== Segment start ==
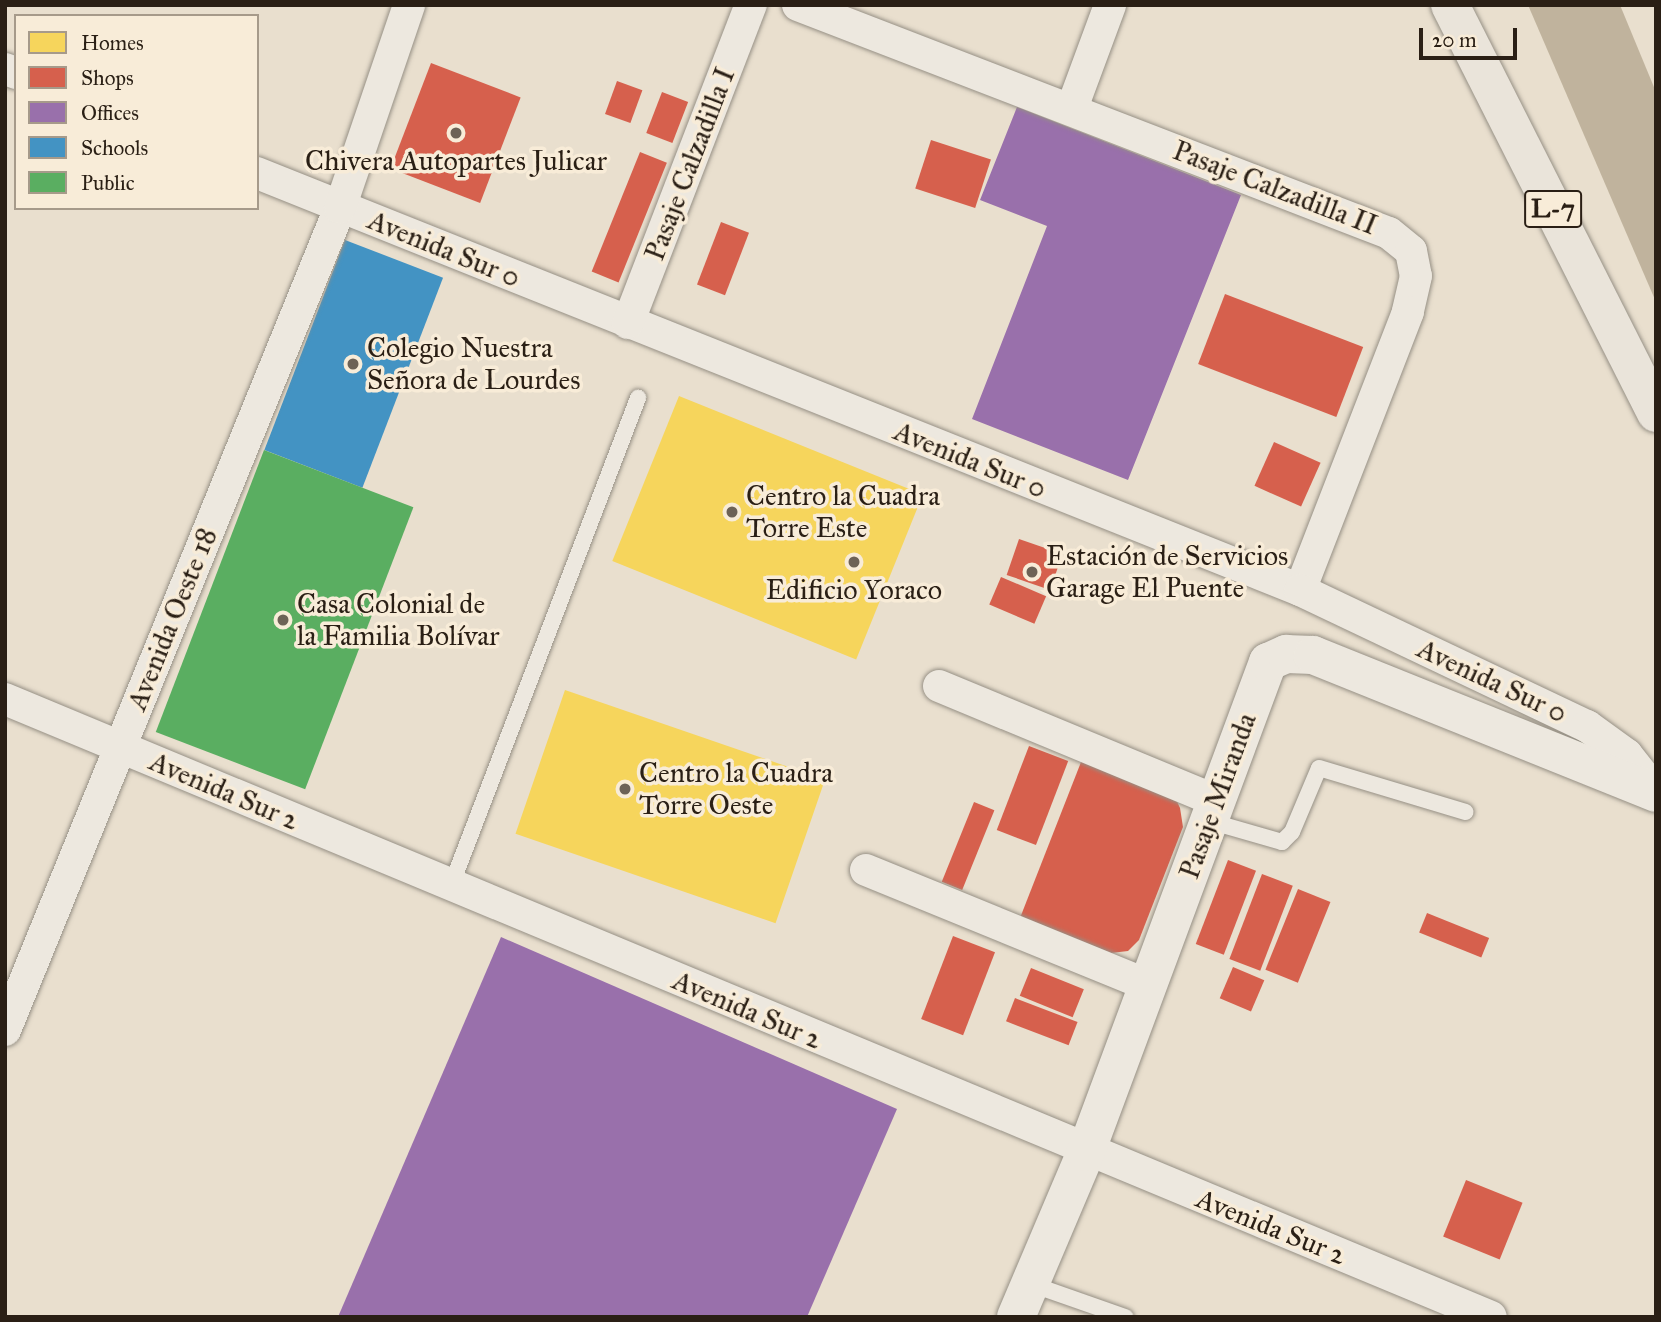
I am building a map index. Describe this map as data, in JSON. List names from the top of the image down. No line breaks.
{"streets":{"highway":["L-7"],"main road":["Pasaje Miranda"],"street":["Pasaje Calzadilla I","Pasaje Calzadilla II","Avenida Sur 0","Avenida Oeste 18","Avenida Sur 2"]},"crossings":[["Pasaje Calzadilla I","Avenida Sur 0"],["Pasaje Calzadilla II","Avenida Sur 0"],["Avenida Sur 0","Avenida Oeste 18"],["Avenida Sur 0","Pasaje Miranda"],["Avenida Oeste 18","Avenida Sur 2"],["Avenida Sur 2","Pasaje Miranda"]],"places":["Chivera Autopartes Julicar","Colegio Nuestra Señora de Lourdes","Centro la Cuadra Torre Este","Edificio Yoraco","Estación de Servicios Garage El Puente","Casa Colonial de la Familia Bolívar","Centro la Cuadra Torre Oeste"],"legend":["Homes","Shops","Offices","Schools","Public"],"scale_bar":"20 m"}
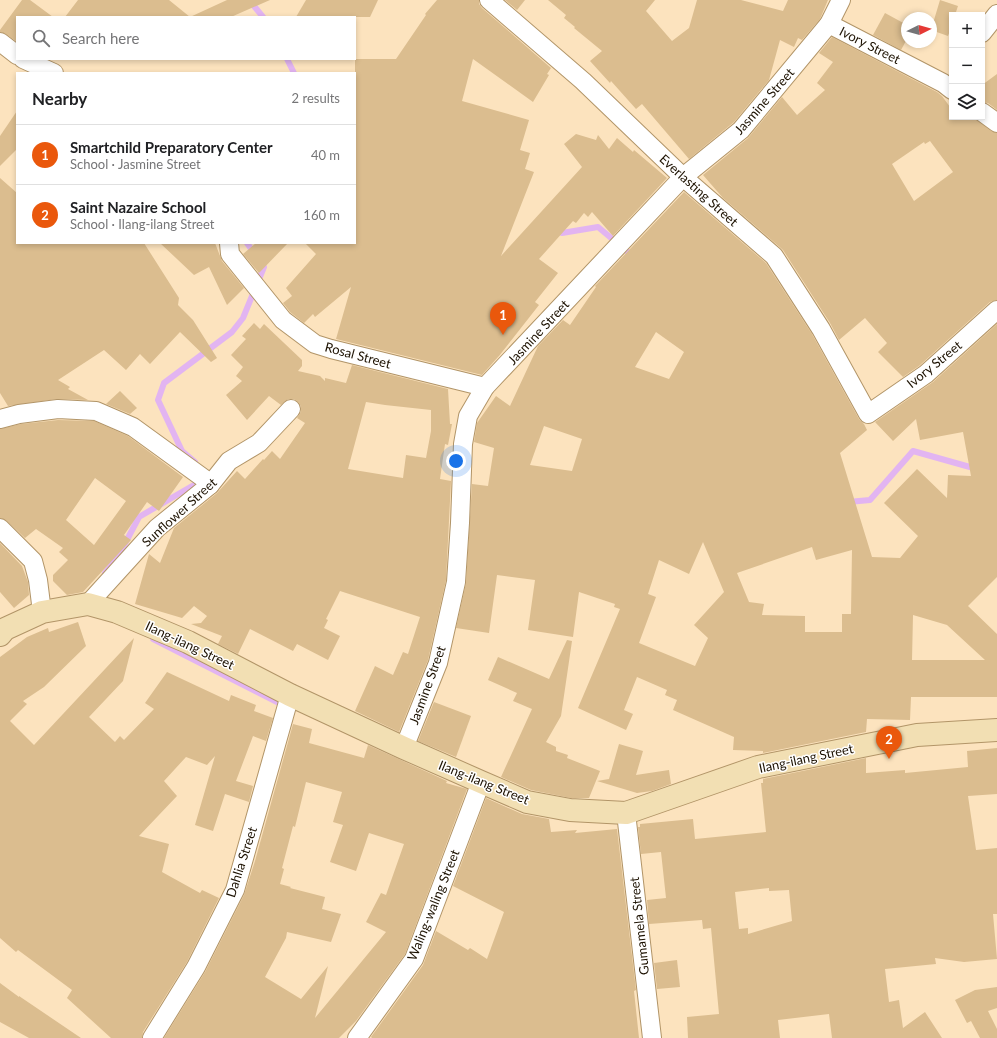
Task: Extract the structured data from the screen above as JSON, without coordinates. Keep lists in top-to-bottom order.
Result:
{
  "streets": {
    "street": [
      "Ivory Street",
      "Jasmine Street",
      "Everlasting Street",
      "Rosal Street",
      "Sunflower Street",
      "Ilang-ilang Street",
      "Dahlia Street",
      "Waling-waling Street",
      "Gumamela Street"
    ]
  },
  "crossings": [
    ["Ivory Street", "Jasmine Street"],
    ["Ivory Street", "Everlasting Street"],
    ["Jasmine Street", "Everlasting Street"],
    ["Jasmine Street", "Rosal Street"],
    ["Jasmine Street", "Ilang-ilang Street"],
    ["Sunflower Street", "Ilang-ilang Street"],
    ["Ilang-ilang Street", "Dahlia Street"],
    ["Ilang-ilang Street", "Waling-waling Street"],
    ["Ilang-ilang Street", "Gumamela Street"]
  ],
  "north": "right",
  "page": {
    "map_buttons": ["+", "−"],
    "search": "Search here",
    "heading": ["Nearby", "2 results"],
    "list": [
      {
        "mark": "1",
        "name": "Smartchild Preparatory Center",
        "note": "School · Jasmine Street",
        "value": "40 m"
      },
      {
        "mark": "2",
        "name": "Saint Nazaire School",
        "note": "School · Ilang-ilang Street",
        "value": "160 m"
      }
    ],
    "pins": ["1", "2"]
  }
}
== Segment end ==
Exercise goal —
Would you copy all of the data exactly? Keep the pictures out of it.

Answer for this exercise —
I am building a map index. Describe this map as data, in JSON. List names from the top of the image down. No line breaks.
{"streets":{"highway":["L-7"],"main road":["Pasaje Miranda"],"street":["Pasaje Calzadilla I","Pasaje Calzadilla II","Avenida Sur 0","Avenida Oeste 18","Avenida Sur 2"]},"crossings":[["Pasaje Calzadilla I","Avenida Sur 0"],["Pasaje Calzadilla II","Avenida Sur 0"],["Avenida Sur 0","Avenida Oeste 18"],["Avenida Sur 0","Pasaje Miranda"],["Avenida Oeste 18","Avenida Sur 2"],["Avenida Sur 2","Pasaje Miranda"]],"places":["Chivera Autopartes Julicar","Colegio Nuestra Señora de Lourdes","Centro la Cuadra Torre Este","Edificio Yoraco","Estación de Servicios Garage El Puente","Casa Colonial de la Familia Bolívar","Centro la Cuadra Torre Oeste"],"legend":["Homes","Shops","Offices","Schools","Public"],"scale_bar":"20 m"}
Task: Extract the structured data from the screen above as JSON, without coordinates. Keep lists in top-to-bottom order.
Result:
{
  "streets": {
    "street": [
      "Ivory Street",
      "Jasmine Street",
      "Everlasting Street",
      "Rosal Street",
      "Sunflower Street",
      "Ilang-ilang Street",
      "Dahlia Street",
      "Waling-waling Street",
      "Gumamela Street"
    ]
  },
  "crossings": [
    ["Ivory Street", "Jasmine Street"],
    ["Ivory Street", "Everlasting Street"],
    ["Jasmine Street", "Everlasting Street"],
    ["Jasmine Street", "Rosal Street"],
    ["Jasmine Street", "Ilang-ilang Street"],
    ["Sunflower Street", "Ilang-ilang Street"],
    ["Ilang-ilang Street", "Dahlia Street"],
    ["Ilang-ilang Street", "Waling-waling Street"],
    ["Ilang-ilang Street", "Gumamela Street"]
  ],
  "north": "right",
  "page": {
    "map_buttons": ["+", "−"],
    "search": "Search here",
    "heading": ["Nearby", "2 results"],
    "list": [
      {
        "mark": "1",
        "name": "Smartchild Preparatory Center",
        "note": "School · Jasmine Street",
        "value": "40 m"
      },
      {
        "mark": "2",
        "name": "Saint Nazaire School",
        "note": "School · Ilang-ilang Street",
        "value": "160 m"
      }
    ],
    "pins": ["1", "2"]
  }
}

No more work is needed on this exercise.